Some Very Poor Opening Passages In Literature

Kids, don't write these at home! The “embedded-clauses-are-all-the-rage” opening: “He, even though the sex change was far from final, so in fact he was still she, albeit anatomically it was difficult to spot the difference, woke, or would have, but his eyelids felt like they had been glued shut with the kind of glue that smells bad and tastes even worse, and since he had no desire to wake up either, he soon went back to sleep, effectively ending his day before it even started, up.”

The “visual-auditory-hedges-make-this-post-modernist” opening: “The bells (ding) were chiming (ding, dong) with the passion (ding, dong) that only a (ding, dong) freshly trained bell ringer (ding, dong) can achieve (ding, dong), and they also (ding, dong) screwed the author’s (ding, dong) train of thought (ding, dong), punctuating the (ding, dong) opening passage (ding, dong) of this book to (ding, dong) a point of ludicrousness (dong).”
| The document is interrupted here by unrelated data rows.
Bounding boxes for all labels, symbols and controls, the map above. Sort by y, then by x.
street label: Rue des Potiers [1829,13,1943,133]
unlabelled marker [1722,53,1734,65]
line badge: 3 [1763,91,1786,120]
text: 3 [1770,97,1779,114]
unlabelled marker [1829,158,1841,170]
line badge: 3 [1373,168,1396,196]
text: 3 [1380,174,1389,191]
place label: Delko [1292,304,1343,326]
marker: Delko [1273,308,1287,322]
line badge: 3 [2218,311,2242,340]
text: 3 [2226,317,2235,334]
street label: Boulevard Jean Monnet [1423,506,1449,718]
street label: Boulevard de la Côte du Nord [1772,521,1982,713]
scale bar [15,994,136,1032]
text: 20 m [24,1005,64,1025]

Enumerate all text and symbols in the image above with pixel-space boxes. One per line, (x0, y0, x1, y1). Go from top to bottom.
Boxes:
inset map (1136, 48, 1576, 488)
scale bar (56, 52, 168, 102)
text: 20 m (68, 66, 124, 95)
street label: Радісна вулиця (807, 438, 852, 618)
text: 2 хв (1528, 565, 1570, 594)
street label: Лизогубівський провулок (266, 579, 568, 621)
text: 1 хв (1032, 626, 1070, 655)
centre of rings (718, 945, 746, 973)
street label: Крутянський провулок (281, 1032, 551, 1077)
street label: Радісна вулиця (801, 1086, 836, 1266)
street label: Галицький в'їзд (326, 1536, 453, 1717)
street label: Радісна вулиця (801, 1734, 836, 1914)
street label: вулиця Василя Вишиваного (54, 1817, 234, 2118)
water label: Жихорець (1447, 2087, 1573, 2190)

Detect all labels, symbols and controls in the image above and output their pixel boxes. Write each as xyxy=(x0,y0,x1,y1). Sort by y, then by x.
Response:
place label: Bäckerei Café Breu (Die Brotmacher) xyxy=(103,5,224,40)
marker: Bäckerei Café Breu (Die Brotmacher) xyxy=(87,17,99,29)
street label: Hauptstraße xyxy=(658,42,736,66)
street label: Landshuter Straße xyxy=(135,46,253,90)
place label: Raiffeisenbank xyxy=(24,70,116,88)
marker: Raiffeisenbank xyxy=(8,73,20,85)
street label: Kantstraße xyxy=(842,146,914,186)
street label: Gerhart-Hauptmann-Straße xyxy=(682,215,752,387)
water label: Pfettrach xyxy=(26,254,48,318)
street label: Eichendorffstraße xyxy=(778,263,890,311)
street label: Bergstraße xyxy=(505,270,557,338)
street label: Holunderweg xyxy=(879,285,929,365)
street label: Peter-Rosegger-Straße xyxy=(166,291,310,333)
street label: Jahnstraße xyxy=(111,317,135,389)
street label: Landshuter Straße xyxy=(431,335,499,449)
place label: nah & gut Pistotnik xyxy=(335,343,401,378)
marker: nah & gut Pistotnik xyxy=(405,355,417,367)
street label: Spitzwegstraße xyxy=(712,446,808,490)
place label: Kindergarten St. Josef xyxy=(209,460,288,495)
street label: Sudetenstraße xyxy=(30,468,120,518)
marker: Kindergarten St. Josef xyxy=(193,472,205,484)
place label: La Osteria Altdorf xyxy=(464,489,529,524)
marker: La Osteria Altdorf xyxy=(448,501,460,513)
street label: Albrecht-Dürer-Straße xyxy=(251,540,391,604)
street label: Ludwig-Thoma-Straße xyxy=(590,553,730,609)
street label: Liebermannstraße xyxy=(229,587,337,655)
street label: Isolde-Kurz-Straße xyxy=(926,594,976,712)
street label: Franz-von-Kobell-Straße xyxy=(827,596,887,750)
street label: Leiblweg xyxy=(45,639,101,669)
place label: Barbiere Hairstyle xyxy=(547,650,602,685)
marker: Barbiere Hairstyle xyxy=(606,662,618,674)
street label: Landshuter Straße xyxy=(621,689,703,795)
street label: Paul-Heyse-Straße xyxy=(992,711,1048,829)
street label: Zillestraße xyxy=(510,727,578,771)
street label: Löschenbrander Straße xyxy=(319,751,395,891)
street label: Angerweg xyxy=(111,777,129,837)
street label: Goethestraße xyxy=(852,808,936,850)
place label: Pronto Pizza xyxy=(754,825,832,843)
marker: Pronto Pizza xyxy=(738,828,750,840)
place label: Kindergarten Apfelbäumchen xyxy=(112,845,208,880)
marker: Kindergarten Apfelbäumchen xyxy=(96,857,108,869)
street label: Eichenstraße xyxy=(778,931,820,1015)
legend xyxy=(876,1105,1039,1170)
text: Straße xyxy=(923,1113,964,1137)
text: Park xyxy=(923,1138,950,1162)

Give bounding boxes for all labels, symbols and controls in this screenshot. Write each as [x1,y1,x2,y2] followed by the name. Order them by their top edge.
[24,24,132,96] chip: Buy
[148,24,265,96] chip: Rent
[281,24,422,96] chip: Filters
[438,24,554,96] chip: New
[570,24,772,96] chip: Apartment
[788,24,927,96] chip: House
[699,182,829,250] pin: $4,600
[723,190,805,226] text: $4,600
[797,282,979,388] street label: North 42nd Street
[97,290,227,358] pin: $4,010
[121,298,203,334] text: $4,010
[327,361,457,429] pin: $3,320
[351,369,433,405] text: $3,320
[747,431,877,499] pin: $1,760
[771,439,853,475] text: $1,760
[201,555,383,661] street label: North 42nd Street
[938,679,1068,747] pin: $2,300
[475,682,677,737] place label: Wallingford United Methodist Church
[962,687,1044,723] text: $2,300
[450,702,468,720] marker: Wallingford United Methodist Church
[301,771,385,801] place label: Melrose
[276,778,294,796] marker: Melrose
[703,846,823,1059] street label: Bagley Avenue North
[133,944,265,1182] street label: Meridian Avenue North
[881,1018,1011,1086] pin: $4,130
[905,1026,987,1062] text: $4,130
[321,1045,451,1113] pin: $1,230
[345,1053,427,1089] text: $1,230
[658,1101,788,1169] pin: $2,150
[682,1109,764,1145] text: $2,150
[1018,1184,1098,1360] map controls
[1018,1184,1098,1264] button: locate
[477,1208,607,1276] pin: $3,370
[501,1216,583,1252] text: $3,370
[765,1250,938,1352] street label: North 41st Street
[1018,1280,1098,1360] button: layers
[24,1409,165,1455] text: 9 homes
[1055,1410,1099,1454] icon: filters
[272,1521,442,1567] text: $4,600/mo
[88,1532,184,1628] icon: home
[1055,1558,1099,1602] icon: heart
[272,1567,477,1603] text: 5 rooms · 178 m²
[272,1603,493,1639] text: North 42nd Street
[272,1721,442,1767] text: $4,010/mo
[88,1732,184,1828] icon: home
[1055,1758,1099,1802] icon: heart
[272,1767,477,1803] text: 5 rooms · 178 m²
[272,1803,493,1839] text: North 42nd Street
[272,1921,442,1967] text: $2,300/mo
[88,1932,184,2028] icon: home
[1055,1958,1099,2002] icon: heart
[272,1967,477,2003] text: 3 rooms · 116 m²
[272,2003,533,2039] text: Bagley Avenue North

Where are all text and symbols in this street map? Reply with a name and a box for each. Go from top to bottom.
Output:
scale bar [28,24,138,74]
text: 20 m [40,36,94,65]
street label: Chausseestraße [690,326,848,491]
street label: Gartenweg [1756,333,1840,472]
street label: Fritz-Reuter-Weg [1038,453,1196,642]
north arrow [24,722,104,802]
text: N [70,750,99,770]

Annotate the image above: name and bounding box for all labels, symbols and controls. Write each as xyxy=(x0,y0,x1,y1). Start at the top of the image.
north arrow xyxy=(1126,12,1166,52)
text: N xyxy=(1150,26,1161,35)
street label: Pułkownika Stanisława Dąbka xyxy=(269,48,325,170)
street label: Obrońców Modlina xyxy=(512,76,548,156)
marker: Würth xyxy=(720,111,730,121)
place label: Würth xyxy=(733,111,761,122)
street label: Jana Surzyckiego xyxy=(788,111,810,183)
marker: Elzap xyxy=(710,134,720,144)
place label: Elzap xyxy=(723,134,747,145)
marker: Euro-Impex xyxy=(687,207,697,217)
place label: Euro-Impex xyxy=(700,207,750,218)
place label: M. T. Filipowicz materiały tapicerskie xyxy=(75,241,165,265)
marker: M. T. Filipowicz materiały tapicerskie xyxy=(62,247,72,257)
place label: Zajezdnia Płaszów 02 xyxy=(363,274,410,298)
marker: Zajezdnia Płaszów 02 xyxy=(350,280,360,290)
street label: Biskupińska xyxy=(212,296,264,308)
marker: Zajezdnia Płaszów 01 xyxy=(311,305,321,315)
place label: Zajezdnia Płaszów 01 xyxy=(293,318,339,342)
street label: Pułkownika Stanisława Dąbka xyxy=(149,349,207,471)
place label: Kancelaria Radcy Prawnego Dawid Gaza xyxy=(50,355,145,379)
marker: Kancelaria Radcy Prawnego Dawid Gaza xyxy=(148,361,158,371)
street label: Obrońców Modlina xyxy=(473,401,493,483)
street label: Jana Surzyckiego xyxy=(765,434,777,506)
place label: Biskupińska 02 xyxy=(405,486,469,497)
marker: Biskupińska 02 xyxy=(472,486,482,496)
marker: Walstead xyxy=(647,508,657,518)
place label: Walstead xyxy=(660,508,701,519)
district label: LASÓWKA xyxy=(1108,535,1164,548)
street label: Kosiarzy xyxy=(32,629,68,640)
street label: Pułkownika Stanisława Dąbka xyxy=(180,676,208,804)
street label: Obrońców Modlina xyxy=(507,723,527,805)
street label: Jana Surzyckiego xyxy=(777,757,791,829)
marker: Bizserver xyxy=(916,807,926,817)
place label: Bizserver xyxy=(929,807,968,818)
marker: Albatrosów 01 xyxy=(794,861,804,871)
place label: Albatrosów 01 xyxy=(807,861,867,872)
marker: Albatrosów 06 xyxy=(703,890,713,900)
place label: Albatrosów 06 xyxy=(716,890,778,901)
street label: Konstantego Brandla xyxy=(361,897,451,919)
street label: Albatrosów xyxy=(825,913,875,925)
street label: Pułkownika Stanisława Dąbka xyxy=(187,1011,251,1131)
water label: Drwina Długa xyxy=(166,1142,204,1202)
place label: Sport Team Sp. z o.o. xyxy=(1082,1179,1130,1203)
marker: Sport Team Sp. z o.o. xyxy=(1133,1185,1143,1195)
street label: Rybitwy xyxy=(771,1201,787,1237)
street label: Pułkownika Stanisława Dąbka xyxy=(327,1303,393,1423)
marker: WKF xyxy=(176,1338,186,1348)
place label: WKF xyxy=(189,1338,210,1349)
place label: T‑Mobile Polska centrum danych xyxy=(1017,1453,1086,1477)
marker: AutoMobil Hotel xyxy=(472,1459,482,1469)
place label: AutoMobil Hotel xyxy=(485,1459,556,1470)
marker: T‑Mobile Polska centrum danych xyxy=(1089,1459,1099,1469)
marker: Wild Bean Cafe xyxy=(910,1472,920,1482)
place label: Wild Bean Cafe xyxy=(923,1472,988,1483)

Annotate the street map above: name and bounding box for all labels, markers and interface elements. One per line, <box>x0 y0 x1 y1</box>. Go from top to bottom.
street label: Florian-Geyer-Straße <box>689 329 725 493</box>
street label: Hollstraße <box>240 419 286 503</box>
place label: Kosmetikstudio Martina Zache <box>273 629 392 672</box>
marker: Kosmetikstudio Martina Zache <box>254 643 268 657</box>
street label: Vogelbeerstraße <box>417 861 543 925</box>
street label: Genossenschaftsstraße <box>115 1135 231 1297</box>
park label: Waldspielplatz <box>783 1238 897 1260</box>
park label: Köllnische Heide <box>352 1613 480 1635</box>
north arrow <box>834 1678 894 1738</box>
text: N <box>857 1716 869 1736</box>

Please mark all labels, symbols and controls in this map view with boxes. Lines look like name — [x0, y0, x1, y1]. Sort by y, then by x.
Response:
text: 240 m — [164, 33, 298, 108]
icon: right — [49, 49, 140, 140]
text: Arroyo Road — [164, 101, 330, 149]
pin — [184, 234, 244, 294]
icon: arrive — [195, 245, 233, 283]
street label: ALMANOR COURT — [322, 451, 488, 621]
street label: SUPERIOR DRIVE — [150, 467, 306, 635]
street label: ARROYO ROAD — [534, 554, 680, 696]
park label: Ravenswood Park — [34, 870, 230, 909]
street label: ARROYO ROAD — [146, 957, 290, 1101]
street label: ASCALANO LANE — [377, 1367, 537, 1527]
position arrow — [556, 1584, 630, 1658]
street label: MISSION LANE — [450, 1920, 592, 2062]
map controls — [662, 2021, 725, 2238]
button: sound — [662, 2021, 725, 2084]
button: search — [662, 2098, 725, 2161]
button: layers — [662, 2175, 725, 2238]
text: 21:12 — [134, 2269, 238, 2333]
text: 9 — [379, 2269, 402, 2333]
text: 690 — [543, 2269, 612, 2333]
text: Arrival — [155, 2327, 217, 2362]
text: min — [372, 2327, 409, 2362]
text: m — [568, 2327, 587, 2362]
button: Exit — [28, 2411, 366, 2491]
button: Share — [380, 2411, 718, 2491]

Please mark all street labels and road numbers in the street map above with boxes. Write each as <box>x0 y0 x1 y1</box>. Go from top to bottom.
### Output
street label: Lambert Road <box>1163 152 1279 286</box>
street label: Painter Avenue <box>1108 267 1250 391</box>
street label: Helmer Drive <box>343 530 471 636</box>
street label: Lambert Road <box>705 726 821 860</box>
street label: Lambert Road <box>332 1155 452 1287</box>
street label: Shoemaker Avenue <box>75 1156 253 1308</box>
The “frame-within-a-frame-within-a-frame-within-a-frame-within-a-frame-story” opening: “Harry Adams, a misunderstood author, sat at his desk in the middle of the night and started writing about Jonah Humphrey, another misunderstood writer, who was sitting in his library, writing about Elizabeth Jukowski, a brilliant author, who was sitting in her mid-18th century garden, writing about Harriet Jackson, a master wood smith, who was carving a statue of Jebediah Thomas, caught in a rather questionable pose that involved violating a sheep with a Maglite.“

The “patriotic-use-of-long-words-and-American-symbolism-will-surely-make-this-a-Hollywood-hit-once-it’s-filmed” opening: “Sergeant Merle Haversham stood up in the trench and started singing the Star-Spangled Banner, so furiously proud of being an American fighting in the European battlefields, sealing off another breach in the stronghold of Western Democracy and continuing the work of the Founding Fathers in their fight for liberty, that through his tear-stained, patriotic eyes he failed to see the mortar shell that consequently ripped his head clean off his true-to-his-word, pure-Virginian-blood, God-bless-America body.”

The “needlessly-graphic-metaphors-and-similes-equal-true-art” opening: “He moved slowly, like a snail squelching its body forward on a road freshly coated with new asphalt. Every breath he drew sounded as ragged as a piece of paper stuck between the blades of a ventilator. He eyed the full glasses of beer in front of him with the same lust a child molester would eye little 8-year-old Tim sitting in the sand box outside the kindergarten. The pain in his groin had worsened, and now it felt like he was being serviced a blowjob by a plunger full of broken shards of glass in the hands of a plumber determined to unclog the drain, with the first signs of a looming burnout encouraging him to pound harder and harder.” [tags]literature, opening, passage[/tags]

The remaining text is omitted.